Required action
Within the listing below, please copy exactly the lines between the line holding "position:absolute; inset:0; border:5px" and the line holding "const shape = rows", inclusive.

Provided data
::::::::::

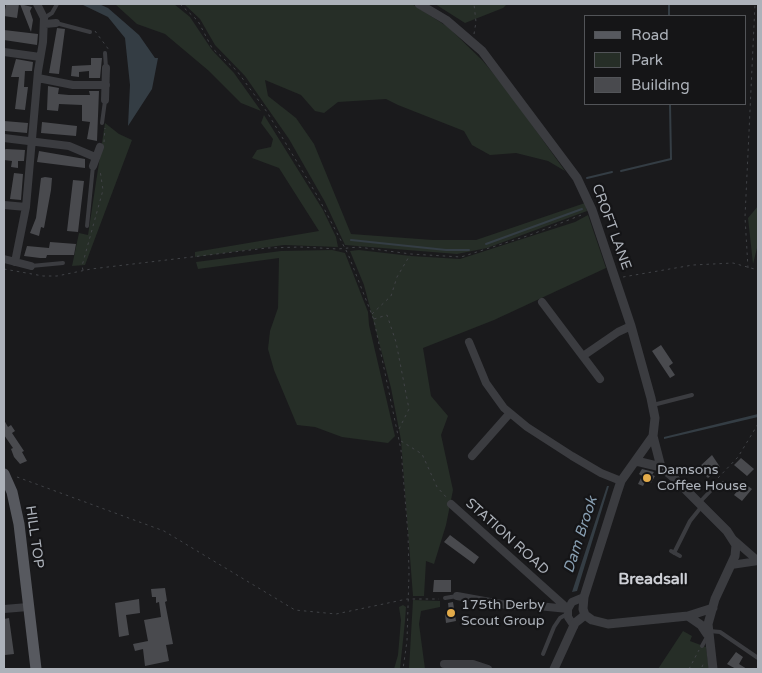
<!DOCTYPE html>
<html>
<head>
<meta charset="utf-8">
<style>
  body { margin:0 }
  #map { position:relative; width:762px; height:673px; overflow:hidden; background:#1a1a1c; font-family:"Varela Round",sans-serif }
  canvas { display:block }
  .frame { position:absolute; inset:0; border:5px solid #adb2ba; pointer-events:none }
  .legend { position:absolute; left:584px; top:15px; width:162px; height:90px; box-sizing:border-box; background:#151517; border:1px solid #525458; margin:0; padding:6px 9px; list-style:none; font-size:15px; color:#adb2ba }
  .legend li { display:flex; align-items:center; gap:10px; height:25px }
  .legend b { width:25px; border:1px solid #525458 }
</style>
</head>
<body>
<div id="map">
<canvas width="762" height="673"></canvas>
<div class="frame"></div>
<ul class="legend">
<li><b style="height:6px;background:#57595f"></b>Road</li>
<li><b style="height:14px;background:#262e27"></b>Park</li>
<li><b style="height:14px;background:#494a4e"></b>Building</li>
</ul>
</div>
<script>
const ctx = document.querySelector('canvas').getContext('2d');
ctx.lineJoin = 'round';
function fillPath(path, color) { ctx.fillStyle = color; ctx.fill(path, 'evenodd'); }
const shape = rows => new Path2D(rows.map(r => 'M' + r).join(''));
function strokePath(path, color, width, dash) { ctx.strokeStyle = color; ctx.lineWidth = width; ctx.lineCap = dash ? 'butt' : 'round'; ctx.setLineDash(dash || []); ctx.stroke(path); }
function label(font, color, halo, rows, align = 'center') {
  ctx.font = font + ' "Varela Round",sans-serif'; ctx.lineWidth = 4.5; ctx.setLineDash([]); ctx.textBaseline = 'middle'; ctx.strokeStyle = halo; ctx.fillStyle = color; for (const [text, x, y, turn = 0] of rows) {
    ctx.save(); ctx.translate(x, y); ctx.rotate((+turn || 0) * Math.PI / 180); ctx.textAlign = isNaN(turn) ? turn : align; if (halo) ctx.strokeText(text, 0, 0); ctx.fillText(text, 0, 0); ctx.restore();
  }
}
fillPath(shape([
  [115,4,174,4,190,17,212,50,234,73,261,111,241,103,209,71,165,34,137,24],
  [184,4,412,4,448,27,483,61,507,90,565,171,548,161,516,153,490,155,472,145,464,131,398,105,386,99,338,102,324,113,315,111,301,95,265,80,268,96,296,118,314,144,351,234,433,240,476,240,585,203,587,211,487,248,457,254,345,245,325,202,289,139,245,76,215,45,200,19],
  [435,4,507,4,503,8,465,23],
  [264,115,323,210,336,237,338,247,284,245,195,257,195,252,319,231,279,168,252,158,257,150,271,147,273,139,261,123],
  [105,123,119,134,132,140,85,265,72,266,79,233,88,235],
  [758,206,758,244,753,264,748,218],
  [588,215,606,268,494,320,423,348,431,396,448,416,441,435,453,490,446,525,434,564,426,561,424,596,413,596,401,440,391,388,364,285,350,251,359,250,411,256,460,259,575,222],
  [332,250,345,253,368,312,369,325,395,436,388,443,342,437,315,427,297,425,274,370,268,349,270,331,278,308,279,258,198,269,196,262,281,251],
  [413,600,440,601,440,607,421,611,419,624,425,669,409,669],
  [403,605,406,607,405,621,400,669,394,669,398,655,401,620,399,607],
  [683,631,692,636,690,641,706,647,709,669,658,669]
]), '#262e27');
fillPath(shape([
  [81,4,99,4,108,8,139,35,155,58,158,58,152,89,128,126,130,85,125,38,108,17],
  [758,414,758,417,664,439,664,437],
  [607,486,609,486,577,591,572,592]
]), '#343d44');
strokePath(shape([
  [669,4,669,16],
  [621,171,671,159,670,104],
  [587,178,612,172],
  [351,240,446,250,469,250],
  [486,244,582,209]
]), '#343d44', 2);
fillPath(shape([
  [6,4,19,4,17,18,4,16],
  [20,4,32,7,30,11,33,20,31,32],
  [57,28,65,29,59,74,49,73],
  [4,30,38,34,37,45,4,40],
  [91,58,102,58,100,78,89,78,89,71,79,72,79,77,71,76,72,66,91,65],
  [16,59,33,62,32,71,25,71,24,87,28,87,25,110,15,109,19,77,11,77],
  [48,86,59,88,58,94,69,95,90,95,89,91,99,91,97,141,87,139,90,122,82,121,82,105,59,104,58,111,47,110],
  [4,121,28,123,27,133,5,131],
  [42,122,77,126,76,136,41,133],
  [6,149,25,150,24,161,18,161,18,168,11,167,12,161,4,160,4,150],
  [39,151,85,159,85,168,37,162],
  [14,173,23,174,21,200,10,199],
  [45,177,52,178,51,190,44,228,41,227,39,236,30,233,36,218,41,178],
  [73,180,84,181,78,232,67,231],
  [50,242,76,244,74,255,47,255,46,258,40,258,24,256,27,246,49,248],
  [661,345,673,363,669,366,675,375,670,378,652,351],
  [4,420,8,427,11,425,15,431,12,433,24,451,22,452,27,461,20,464,14,457,11,449,13,448,4,435],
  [712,455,720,467,708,478,698,468],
  [741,458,754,469,747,476,734,465],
  [642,469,654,472,652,475,655,476,651,483,646,480,643,486,638,484,642,476,639,474],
  [744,483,752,489,742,501,734,495],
  [450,535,479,557,474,564,444,542],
  [434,580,451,580,451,592,433,592],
  [165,588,167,601,165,602,173,644,166,645,169,661,145,666,143,649,135,651,133,644,148,641,144,620,161,617,159,602,156,603,156,597,152,597,151,589],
  [139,599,140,613,126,615,129,635,119,637,115,603],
  [453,602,456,621,446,623,445,614,449,612,448,603],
  [9,618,14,654,5,655,4,619],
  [736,652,743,657,739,664,747,669,736,669,727,664]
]), '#494a4e');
strokePath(shape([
  [180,4,198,21,212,48,237,71,267,112,318,197,348,254,374,320,401,450,408,534,409,573,407,641,403,669],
  [95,31,109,50],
  [474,34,476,22,474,4],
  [104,142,105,128],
  [748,268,745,217,755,4],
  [4,269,43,276,57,276,91,269,267,248,301,247,338,249,358,247,411,254,461,257,530,235,584,214],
  [83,270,82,266,103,190,100,170],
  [623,277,693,265,733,263,758,270],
  [372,314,391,296,397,277,410,255],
  [374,319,387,315,396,342,409,409,399,429],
  [401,441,422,454,437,487,447,498],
  [17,477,164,531,295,610,336,614,407,599,439,599],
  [718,478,738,457,758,424],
  [702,667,704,662],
  [689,669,699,650]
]), '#414347', 1, [2.5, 4]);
strokePath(shape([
  [44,18,52,13,57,4],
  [56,23,90,32],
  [105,53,106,68],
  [102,123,105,101],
  [87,226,93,166],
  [31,266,63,263],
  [653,405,692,395],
  [699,503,716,485,723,483,727,486],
  [671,551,680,556],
  [674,553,690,521,702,506],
  [445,598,457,596],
  [710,631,720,632,758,658],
  [702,646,707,637],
  [543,654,554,627,560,618,567,614]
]), '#3b3c40', 4);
strokePath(shape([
  [45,24,56,23],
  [4,52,40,57],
  [38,78,73,85,106,85],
  [105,100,106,68],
  [4,138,69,146,95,157],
  [93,166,100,147],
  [4,205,26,207],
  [4,259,31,266],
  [15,262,26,207,38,71,43,42,44,18,37,4],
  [542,302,600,379],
  [469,342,486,383,504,408,527,427,572,456,601,473,621,481],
  [583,356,618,332,631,326],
  [472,456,510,413],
  [451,504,568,609],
  [734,540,758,561],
  [731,565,758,561],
  [457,596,512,606,538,606,568,609],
  [4,609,28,607],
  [574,626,568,617,568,609,572,602,584,597],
  [444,664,473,664,488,669]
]), '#3b3c40', 8);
strokePath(shape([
  [419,4,446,20,482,51,577,178,592,210,631,326,651,398,655,418,653,436,621,481,617,493,584,597,583,609,585,615],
  [653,436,661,467,672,476,727,531,736,545,735,556,715,599,708,624,713,669],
  [636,461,661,467],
  [585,615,592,620,608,624,688,616,713,608],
  [688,616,701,625,707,634],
  [554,669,575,623,585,615]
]), '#3b3c40', 9);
strokePath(shape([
  [4,474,12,492,19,524,36,669]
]), '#57595f', 11);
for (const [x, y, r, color] of [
  [647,478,5,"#e3ab4a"],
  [451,613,5,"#e3ab4a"]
]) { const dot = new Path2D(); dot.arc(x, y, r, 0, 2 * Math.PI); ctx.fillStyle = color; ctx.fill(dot); strokePath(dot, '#151517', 2); }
label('14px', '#adb2ba', '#151517', [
  ["CROFT LANE",611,227,70],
  ["HILL TOP",34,537,82],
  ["STATION ROAD",507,537,42]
]);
label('14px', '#adb2ba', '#151517', [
  ["Damsons",657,470],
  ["Coffee House",657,486],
  ["175th Derby",461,605],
  ["Scout Group",461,621]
], 'left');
label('italic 15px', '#889fb2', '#151517', [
  ["Dam Brook",581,535,-72]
]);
label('bold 16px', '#ced0d6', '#151517', [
  ["Breadsall",653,580]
]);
</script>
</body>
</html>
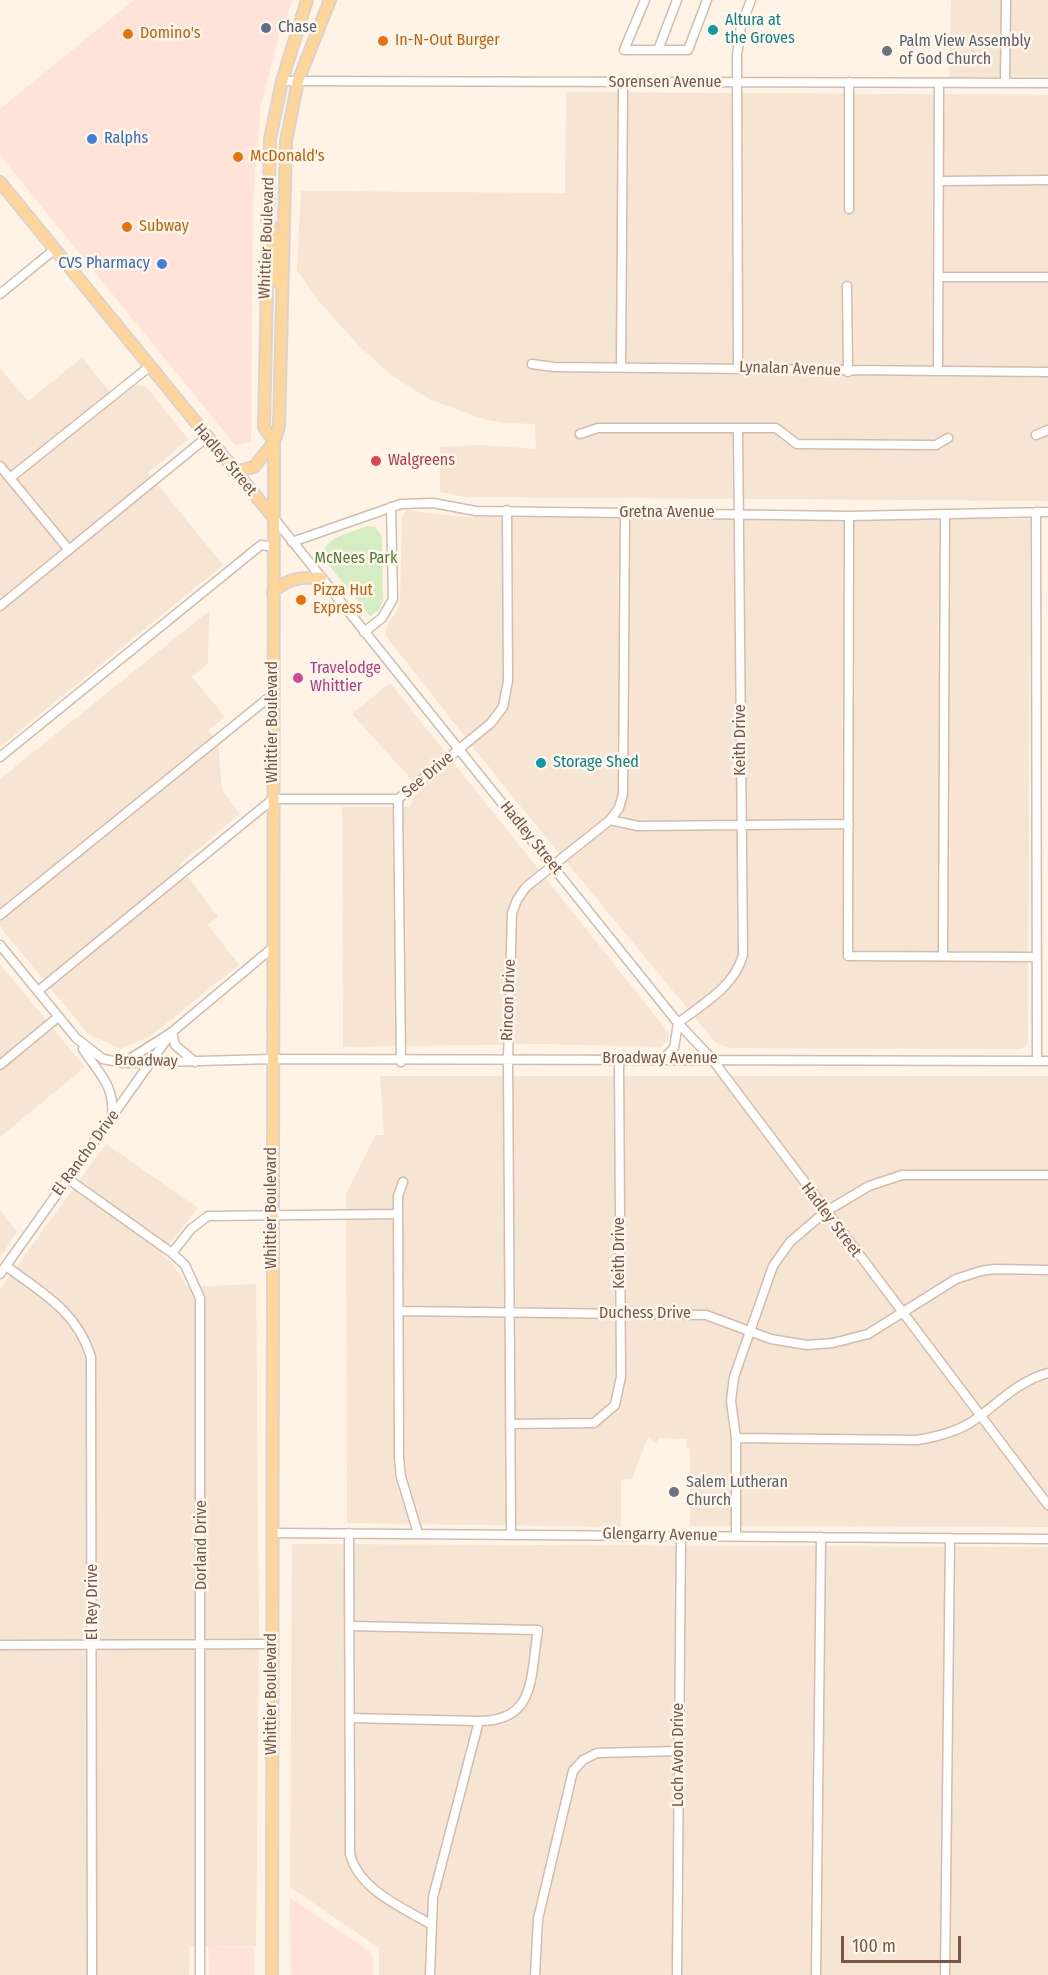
<!DOCTYPE html>
<style>
body{margin:0}
#map{position:relative;width:1048px;height:1975px;overflow:hidden;background:#fef3e5;font-family:"Fira Sans Condensed",sans-serif}
canvas{display:block}
.scale{position:absolute;left:841px;top:1936px;width:120px;height:27px;box-sizing:border-box;border:3px solid #795748;border-top:0;padding-left:8px;font-size:18px;line-height:21px;white-space:nowrap;color:#795748;-webkit-text-stroke:4px #fff7ec;paint-order:stroke}
</style>
<div id="map">
<canvas width="1048" height="1975"></canvas>
<div class="scale">100 m</div>
</div>
<script>
const context = document.querySelector('canvas').getContext('2d');
context.lineJoin = 'round';
function fill(path, color) { context.fillStyle = color; context.fill(path, 'evenodd'); }
function stroke(path, color, width, dash) { context.strokeStyle = color; context.lineWidth = width; context.lineCap = dash ? 'butt' : 'round'; context.setLineDash(dash || []); context.stroke(path); }
function label(font, color, halo, rows, align = 'center') {
  context.font = font + ' "Fira Sans Condensed",sans-serif'; context.lineWidth = 5; context.setLineDash([]); context.textBaseline = 'middle'; context.strokeStyle = halo; context.fillStyle = color; for (const [text, x, y, turn = 0] of rows) {
    context.save(); context.translate(x, y); context.rotate((+turn || 0) * Math.PI / 180); context.textAlign = isNaN(turn) ? turn : align; if (halo) context.strokeText(text, 0, 0); context.fillText(text, 0, 0); context.restore();
  }
}
const residential = new Path2D(`
 M951 0H1048V76L949 78Z
 M566 92 1048 95V501L465 497 440 492V447L481 445 536 449 535 424 502 423 480 418 429 399 394 377 360 347 316 298 297 270 301 191 565 193Z
 M82 358 117 400 136 385 146 386 188 439 148 473 223 565 0 747V368L28 401Z
 M406 510 463 517 1030 519 1028 1043 1021 1049 729 1048 716 1043 507 790 385 635 388 623 397 611 400 602 402 516Z
 M209 611 208 663 192 677 225 717 208 730 218 744 222 790 240 814 179 865 218 917 208 925 239 965 149 1037 121 1049 89 1035 0 927V779Z
 M390 683 669 1033 668 1040 661 1047 542 1044 343 1047 342 807H410L415 795 421 790 352 714Z
 M0 964 85 1067 0 1137Z
 M380 1076H1048V1527L690 1526V1449L686 1448 687 1439 658 1438 657 1443 648 1437 632 1479 621 1480V1527L347 1523 346 1194 376 1135H384Z
 M106 1144 198 1208 161 1254 172 1263 187 1287 256 1284 259 1634 256 1946H190L189 1975H0V1289Z
 M0 1210 17 1232 0 1257Z
 M292 1544 1048 1547V1975H379V1948L290 1887Z`);
const commercial = new Path2D(`
 M134 0H293L279 36 261 104 253 198 251 442 235 445 0 155V109Z
 M290 1898 369 1951 373 1958V1975H291Z
 M208 1946 254 1947V1975H209Z`);
const green = new Path2D(`
 M367 526 375 527 382 536 383 601 379 610 370 616 323 558C322 537 350 533 367 526Z`);
const minor = new Path2D(`
 M645 0 624 50H658
 M677 0 658 50H688L707 0
 M282 81 1048 83
 M1005 83 1006 0
 M940 181 1048 180
 M849 209V82
 M939 277H1048
 M847 286 848 372
 M0 294 54 250
 M532 364 554 367 1048 372
 M621 367 623 83
 M738 367 737 55 741 26 751 0
 M938 371 939 83
 M580 434 598 428H776L797 444 936 445 948 438
 M1036 435 1048 430
 M0 466 69 550
 M10 478 149 367
 M1036 512 1037 1061
 M849 516 848 956 1036 957
 M273 517 678 1023 712 1059 1048 1505
 M292 542 401 504 433 503 476 511 849 516 1048 512
 M0 606 206 438
 M364 632 382 618 393 599 391 507
 M0 757 261 545 273 547
 M610 820 638 826 849 824
 M0 915 272 695
 M0 945 76 1038 103 1059 124 1063 273 1059 1048 1061
 M943 955 945 515
 M38 991 273 799H398
 M678 1023C704 1003 734 987 743 955L738 429
 M172 1032 175 1045 195 1062
 M83 1049C99 1074 115 1085 112 1117
 M663 1059 674 1048 678 1023
 M125 1062 172 1032 271 949
 M401 1062 398 799 491 723 503 707 508 681 507 510
 M0 1065 58 1017
 M68 1179 172 1253 185 1265 200 1298V1975
 M403 1182 398 1196 399 1458 401 1477 418 1533
 M172 1253 191 1229 208 1216 398 1214
 M6 1266C42 1293 77 1311 91 1357L92 1975
 M0 1274 172 1032
 M399 1311 706 1315 771 1339 807 1345 833 1343 868 1334 956 1279 981 1271 994 1269 1048 1270
 M510 1424 594 1423 615 1405 621 1377 619 1060
 M736 1438 917 1440C935 1437 954 1433 970 1423 996 1406 1017 1381 1048 1373
 M272 1533 1048 1539
 M349 1533 350 1854C359 1890 402 1907 432 1925
 M511 1534 508 1059 512 913 517 900 526 887 610 820 619 808 623 794 625 513
 M736 1536V1438L731 1401 734 1377 773 1266 790 1242 825 1212 869 1186 902 1175H1048
 M350 1626 538 1630C530 1676 537 1721 479 1721L433 1897 430 1975
 M0 1645 272 1644
 M350 1718 479 1721
 M535 1975 538 1919 573 1771 583 1760 597 1753 679 1751
 M677 1975 681 1535
 M816 1975 821 1537
 M945 1975 950 1538`);
const major = new Path2D(`
 M0 182 273 517
 M267 220C283 242 265 265 280 284
 M274 442 264 427 270 139 282 81 307 0
 M234 472 254 467 274 442
 M273 592C288 578 301 577 321 578
 M272 1975 274 442 279 427 286 141 298 81 330 0`);
const markers = [
 [266,28,6,"#5c6f8a"],
 [713,30,6,"#0f9aa8"],
 [128,34,6,"#e8710a"],
 [383,41,6,"#e8710a"],
 [887,51,6,"#6b7280"],
 [92,139,6,"#3f7fe0"],
 [238,157,6,"#e8710a"],
 [127,227,6,"#e8710a"],
 [162,264,6,"#3f7fe0"],
 [376,461,6,"#e0444e"],
 [301,600,6,"#e8710a"],
 [298,678,6,"#d1479c"],
 [541,763,6,"#0f9aa8"],
 [674,1492,6,"#6b7280"]
];
const cultureNames = [
 ["Altura at",725,21],
 ["the Groves",725,39],
 ["Storage Shed",553,763]
];
const serviceNames = [
 ["Chase",278,28]
];
const foodNames = [
 ["Domino's",140,34],
 ["In-N-Out Burger",395,41],
 ["McDonald's",250,157],
 ["Subway",139,227],
 ["Pizza Hut",313,591],
 ["Express",313,609]
];
const worshipNames = [
 ["Palm View Assembly",899,42],
 ["of God Church",899,60],
 ["Salem Lutheran",686,1483],
 ["Church",686,1501]
];
const streetNames = [
 ["Sorensen Avenue",665,83],
 ["Whittier Boulevard",267,238,-88],
 ["Lynalan Avenue",790,369,2],
 ["Hadley Street",225,460,50],
 ["Gretna Avenue",667,513],
 ["Whittier Boulevard",273,722,-90],
 ["Keith Drive",741,740,-90],
 ["See Drive",428,775,-40],
 ["Hadley Street",531,838,51],
 ["Rincon Drive",509,1000,-88],
 ["Broadway Avenue",660,1059],
 ["Broadway",146,1061,1],
 ["El Rancho Drive",86,1153,-54],
 ["Whittier Boulevard",272,1208,-90],
 ["Hadley Street",831,1220,53],
 ["Keith Drive",620,1253,-90],
 ["Duchess Drive",645,1314],
 ["Glengarry Avenue",660,1535,1],
 ["Dorland Drive",202,1545,-90],
 ["El Rey Drive",93,1602,-90],
 ["Whittier Boulevard",272,1694,-90],
 ["Loch Avon Drive",679,1755,-90]
];
const shopNames = [
 ["Ralphs",104,139],
 ["CVS Pharmacy",150,264,"right"]
];
const healthNames = [
 ["Walgreens",388,461]
];
const parkNames = [
 ["McNees Park",356,559]
];
const hotelNames = [
 ["Travelodge",310,669],
 ["Whittier",310,687]
];
fill(residential, '#f6e5d2');
fill(commercial, '#ffe2d8');
fill(green, '#d5edc2');
stroke(minor, '#d3bcac', 11);
stroke(major, '#dcd3cf', 14);
stroke(minor, '#fff', 8);
stroke(major, '#ffd69a', 10);
for (const [x, y, r, color] of markers) { const dot = new Path2D(); dot.arc(x, y, r, 0, 2 * Math.PI); context.fillStyle = color; context.fill(dot); stroke(dot, '#fff7ec', 2); }
label('16px', '#0d838f', '#fff7ec', cultureNames, 'left');
label('16px', '#4e5e75', '#fff7ec', serviceNames, 'left');
label('16px', '#c56008', '#fff7ec', foodNames, 'left');
label('16px', '#5b616d', '#fff7ec', worshipNames, 'left');
label('16px', '#795748', '#fff7ec', streetNames);
label('16px', '#366cbe', '#fff7ec', shopNames, 'left');
label('16px', '#be3a42', '#fff7ec', healthNames, 'left');
label('16px', '#517a3c', '#fff7ec', parkNames);
label('16px', '#b23c85', '#fff7ec', hotelNames, 'left');
</script>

::::::::::

Response
  .frame { position:absolute; inset:0; border:5px solid #adb2ba; pointer-events:none }
  .legend { position:absolute; left:584px; top:15px; width:162px; height:90px; box-sizing:border-box; background:#151517; border:1px solid #525458; margin:0; padding:6px 9px; list-style:none; font-size:15px; color:#adb2ba }
  .legend li { display:flex; align-items:center; gap:10px; height:25px }
  .legend b { width:25px; border:1px solid #525458 }
</style>
</head>
<body>
<div id="map">
<canvas width="762" height="673"></canvas>
<div class="frame"></div>
<ul class="legend">
<li><b style="height:6px;background:#57595f"></b>Road</li>
<li><b style="height:14px;background:#262e27"></b>Park</li>
<li><b style="height:14px;background:#494a4e"></b>Building</li>
</ul>
</div>
<script>
const ctx = document.querySelector('canvas').getContext('2d');
ctx.lineJoin = 'round';
function fillPath(path, color) { ctx.fillStyle = color; ctx.fill(path, 'evenodd'); }
const shape = rows => new Path2D(rows.map(r => 'M' + r).join(''));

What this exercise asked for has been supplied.